08-30-2011 12:03 AM
I am a beginner of SAS. I used glimmix procedure to model how a binary response variable was affected by several interested factors. The output gave inconsistent results of the significance test of one factor, "gender", from the "Solutions for Fixed Effects" and "Type III Tests of Fixed Effects" (please see the attached results). Could anybody tell me: 1) what's the reason for my results? Is it due to the nature of my dataset which is unbalanced? 2) And under this situation, how do I intepret my results? which result should I belive, "Solutions for Fixed Effects" or "Type III Tests of Fixed Effects"?
Thanks for the help.
Solutions for Fixed Effects
Effect Nestlingsex Estimate Standard Error DF t P
Intercept 2.7637 0.3415 446.8 8.09 <0.0001
Gender female -0.8945 0.3448 9237 -2.59 0.0095
Gender male 0
Type III Tests of Fixed Effects
Effect Num DF Den DF F Value Pr > F
Gender 1 9237 0.04 0.8491
08-30-2011 07:22 AM
That seems odd. Can you share your PROC GLIMMIX code, and the entirety of your Type3 output? I have a hunch you have some interactions with gender that might be significant, but I'm really just guessing.
08-30-2011 09:31 AM
Thank you so much, Steve. The work is to examine what kinds of factors would affect whether a nestling bird would be fed during each feeding event. The SAS code and type 3 output are as follows:
proc glimmixdata = sasuser.EACHALLOCATION ;
class adult nestling gender nest position begging CB No_feeding_event;
title GLIMMIX Each Feeding preferenc;
model F_N(event='1') = adult gender position begging Tsize CB adult*gender adult*position adult*begging adult*Tsize adult*CB gender*position gender*begging gender*CB gender*Tsize position*begging position*CB position*Tsize begging*CB begging*Tsize Tsize*CB NO_begging_nestlings /solution ddfm=kr link = logit dist = binomial ;
random intercept no_feeding_event / subject=nest;
|Type III Tests of Fixed Effects|
|Effect||Num DF||Den DF||F Value||Pr > F|
08-31-2011 07:37 AM
It doesn't depend on the significance of the interaction--the mere inclusion of the interaction in the model will lead to differences between the solution values and the F test values. I found this to be true even with balanced data.
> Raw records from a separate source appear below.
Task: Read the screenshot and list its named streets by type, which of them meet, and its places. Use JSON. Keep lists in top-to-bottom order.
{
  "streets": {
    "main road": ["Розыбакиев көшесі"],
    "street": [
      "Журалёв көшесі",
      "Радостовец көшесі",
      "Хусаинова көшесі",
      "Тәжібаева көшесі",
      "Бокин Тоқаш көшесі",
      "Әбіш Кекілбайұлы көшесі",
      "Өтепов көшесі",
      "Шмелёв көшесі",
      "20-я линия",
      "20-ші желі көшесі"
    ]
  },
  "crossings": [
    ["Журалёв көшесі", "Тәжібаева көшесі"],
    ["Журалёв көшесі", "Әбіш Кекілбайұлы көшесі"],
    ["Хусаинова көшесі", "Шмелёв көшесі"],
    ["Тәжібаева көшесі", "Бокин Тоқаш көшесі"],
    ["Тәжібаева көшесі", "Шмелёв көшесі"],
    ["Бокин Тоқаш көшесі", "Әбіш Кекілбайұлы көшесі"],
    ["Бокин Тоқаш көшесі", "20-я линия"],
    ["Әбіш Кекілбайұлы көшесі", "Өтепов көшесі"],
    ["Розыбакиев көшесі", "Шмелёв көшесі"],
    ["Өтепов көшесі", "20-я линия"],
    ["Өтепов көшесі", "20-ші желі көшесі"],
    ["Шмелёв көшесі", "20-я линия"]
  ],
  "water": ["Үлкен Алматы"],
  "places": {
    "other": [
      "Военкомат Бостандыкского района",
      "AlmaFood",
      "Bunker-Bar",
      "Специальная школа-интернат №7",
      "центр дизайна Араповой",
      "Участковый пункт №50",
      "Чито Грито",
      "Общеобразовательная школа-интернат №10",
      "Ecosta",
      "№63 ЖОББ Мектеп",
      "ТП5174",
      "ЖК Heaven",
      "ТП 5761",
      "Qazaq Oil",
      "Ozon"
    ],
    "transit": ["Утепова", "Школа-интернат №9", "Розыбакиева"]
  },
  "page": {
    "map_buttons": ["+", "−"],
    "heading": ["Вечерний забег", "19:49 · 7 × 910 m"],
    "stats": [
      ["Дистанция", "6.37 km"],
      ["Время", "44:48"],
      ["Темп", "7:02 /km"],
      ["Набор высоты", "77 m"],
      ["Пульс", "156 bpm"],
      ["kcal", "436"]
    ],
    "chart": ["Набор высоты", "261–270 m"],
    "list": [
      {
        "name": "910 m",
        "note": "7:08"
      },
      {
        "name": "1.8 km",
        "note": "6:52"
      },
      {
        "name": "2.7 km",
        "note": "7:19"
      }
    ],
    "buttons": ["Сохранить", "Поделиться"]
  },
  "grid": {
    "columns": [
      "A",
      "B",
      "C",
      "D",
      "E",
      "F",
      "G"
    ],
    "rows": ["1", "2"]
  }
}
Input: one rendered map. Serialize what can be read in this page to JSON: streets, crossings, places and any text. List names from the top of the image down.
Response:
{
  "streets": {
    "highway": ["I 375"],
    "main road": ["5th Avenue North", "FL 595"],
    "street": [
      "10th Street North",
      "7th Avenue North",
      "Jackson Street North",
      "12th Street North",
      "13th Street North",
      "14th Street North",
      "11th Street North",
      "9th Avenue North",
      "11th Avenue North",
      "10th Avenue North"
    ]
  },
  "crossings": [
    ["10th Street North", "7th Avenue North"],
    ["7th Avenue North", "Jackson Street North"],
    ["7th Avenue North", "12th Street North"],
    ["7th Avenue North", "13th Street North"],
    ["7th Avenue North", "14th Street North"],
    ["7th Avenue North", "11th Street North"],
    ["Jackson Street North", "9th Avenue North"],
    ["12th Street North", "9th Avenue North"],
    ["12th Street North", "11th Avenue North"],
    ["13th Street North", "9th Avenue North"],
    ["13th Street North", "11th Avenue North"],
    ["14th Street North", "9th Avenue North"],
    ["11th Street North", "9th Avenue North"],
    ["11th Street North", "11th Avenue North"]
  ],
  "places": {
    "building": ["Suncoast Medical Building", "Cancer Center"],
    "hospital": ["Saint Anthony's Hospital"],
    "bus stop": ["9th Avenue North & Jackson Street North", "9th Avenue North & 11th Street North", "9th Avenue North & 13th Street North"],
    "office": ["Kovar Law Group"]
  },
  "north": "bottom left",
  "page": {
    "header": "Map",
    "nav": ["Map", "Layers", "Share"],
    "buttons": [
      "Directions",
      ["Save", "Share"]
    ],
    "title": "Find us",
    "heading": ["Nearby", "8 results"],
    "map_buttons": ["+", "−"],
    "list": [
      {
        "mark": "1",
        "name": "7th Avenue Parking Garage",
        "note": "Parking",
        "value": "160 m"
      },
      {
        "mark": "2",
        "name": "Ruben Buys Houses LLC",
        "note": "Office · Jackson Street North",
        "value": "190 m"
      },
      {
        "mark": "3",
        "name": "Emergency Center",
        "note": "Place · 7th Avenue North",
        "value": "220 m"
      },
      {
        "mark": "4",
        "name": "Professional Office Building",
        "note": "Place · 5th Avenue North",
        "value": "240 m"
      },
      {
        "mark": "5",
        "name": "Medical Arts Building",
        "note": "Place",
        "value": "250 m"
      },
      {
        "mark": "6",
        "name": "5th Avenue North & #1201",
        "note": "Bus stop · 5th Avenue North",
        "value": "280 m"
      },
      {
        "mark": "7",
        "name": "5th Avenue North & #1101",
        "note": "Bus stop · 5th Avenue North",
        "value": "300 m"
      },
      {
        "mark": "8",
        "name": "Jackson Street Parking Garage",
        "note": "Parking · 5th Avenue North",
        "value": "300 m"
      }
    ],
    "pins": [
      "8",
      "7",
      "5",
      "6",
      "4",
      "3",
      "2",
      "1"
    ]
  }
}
Thus, I would trust the F test values, for a couple of reasons. It considers the effect after "factoring out" all the other effects--it is meant to be an orthogonal test to all the other tests. The theory part of my brain seems to be non-functional this morning, but I know this difference should be apparent to me in the face of including interactions. The agreement will probably get worse with imbalance, especially with a Kenward-Rogers adjustment.